Statewide Independent Candidate in Georgia Puts on Massive Effort to Collect 44,089 Valid Signatures

The Atlanta Journal-Constitution has this article about the effort to collect 44,089 valid signatures to get Brad Bryant on the Georgia ballot as a candidate for State School Superintendent.  If he succeeds, he will be the first independent candidate in Georgia history to qualify for statewide office by petition, except for certain independent presidential candidates.

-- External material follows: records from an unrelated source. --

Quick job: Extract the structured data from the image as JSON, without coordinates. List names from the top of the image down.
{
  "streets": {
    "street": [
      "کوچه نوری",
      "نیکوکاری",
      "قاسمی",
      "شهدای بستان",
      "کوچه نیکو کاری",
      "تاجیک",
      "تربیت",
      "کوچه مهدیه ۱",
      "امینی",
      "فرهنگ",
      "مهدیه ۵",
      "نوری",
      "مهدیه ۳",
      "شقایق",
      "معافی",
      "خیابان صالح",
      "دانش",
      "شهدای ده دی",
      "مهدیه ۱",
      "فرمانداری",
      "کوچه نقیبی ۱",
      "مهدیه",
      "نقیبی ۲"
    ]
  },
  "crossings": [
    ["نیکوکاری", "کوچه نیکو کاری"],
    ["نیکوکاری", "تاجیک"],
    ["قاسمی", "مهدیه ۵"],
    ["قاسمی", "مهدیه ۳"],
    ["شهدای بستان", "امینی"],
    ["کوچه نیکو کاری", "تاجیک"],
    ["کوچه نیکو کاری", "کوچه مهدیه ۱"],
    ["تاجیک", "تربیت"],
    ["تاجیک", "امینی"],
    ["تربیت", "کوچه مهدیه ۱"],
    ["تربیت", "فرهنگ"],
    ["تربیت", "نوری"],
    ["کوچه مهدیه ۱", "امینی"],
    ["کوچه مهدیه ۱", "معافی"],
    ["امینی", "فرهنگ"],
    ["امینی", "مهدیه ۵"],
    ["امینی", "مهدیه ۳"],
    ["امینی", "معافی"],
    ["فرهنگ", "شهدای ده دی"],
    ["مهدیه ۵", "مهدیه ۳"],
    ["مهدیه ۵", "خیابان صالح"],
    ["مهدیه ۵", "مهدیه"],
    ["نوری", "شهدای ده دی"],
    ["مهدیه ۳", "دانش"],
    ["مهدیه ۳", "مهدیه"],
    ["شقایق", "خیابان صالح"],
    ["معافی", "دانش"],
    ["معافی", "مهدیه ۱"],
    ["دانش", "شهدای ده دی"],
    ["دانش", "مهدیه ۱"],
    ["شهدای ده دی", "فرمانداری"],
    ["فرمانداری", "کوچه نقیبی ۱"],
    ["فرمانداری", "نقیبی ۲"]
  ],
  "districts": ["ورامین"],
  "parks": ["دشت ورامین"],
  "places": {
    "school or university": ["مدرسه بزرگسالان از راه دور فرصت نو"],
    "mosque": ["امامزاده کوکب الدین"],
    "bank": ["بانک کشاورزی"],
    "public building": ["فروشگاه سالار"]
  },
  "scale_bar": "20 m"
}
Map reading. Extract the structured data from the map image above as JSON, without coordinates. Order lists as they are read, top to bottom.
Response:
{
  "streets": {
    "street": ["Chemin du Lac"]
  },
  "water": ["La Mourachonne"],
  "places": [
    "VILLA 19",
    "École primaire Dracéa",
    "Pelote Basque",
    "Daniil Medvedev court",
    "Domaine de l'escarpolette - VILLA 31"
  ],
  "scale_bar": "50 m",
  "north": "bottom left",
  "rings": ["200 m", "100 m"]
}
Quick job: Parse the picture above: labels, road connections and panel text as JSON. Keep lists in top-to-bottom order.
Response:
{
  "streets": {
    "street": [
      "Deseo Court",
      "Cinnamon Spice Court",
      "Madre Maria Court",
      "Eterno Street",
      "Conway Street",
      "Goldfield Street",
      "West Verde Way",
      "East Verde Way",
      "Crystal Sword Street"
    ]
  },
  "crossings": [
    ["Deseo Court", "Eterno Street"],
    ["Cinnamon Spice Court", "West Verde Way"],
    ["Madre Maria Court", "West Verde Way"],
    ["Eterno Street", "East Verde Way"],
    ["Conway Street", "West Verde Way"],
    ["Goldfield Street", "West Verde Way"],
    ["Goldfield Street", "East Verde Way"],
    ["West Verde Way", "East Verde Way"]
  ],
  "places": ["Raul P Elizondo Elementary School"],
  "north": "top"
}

Georgia has required independents to collect signatures starting in 1943.  Between 1943 and 1979, the statewide independent requirement was 5% of the number of registered voters.  Between 1979 and 1986, it was 2.5% of registered voters.  Since 1986 it has been 1%.  Even at the 1% level, no independent statewide petition has succeeded for any office other than President.  Georgia has severe requirements for getting petitions circulated.  Each sheet must be notarized.  Signers must not only sign their names, print their names, print their addresses, but must enter the county and the date of signing.  If any notary public submits any signatures in his or her capacity as a circulator, then all of that notary public’s work in the capacity as a notary is invalid.

Independent presidential candidates who complied with the 1% petition requirement, in the years that requirement was set at 1%, are Ross Perot in 1992, and Pat Buchanan in 2000.  Georgia is one of four states in which Ralph Nader never appeared on the ballot (the others are Indiana, North Carolina, and Oklahoma).  Thanks to Faye Coffield for the link.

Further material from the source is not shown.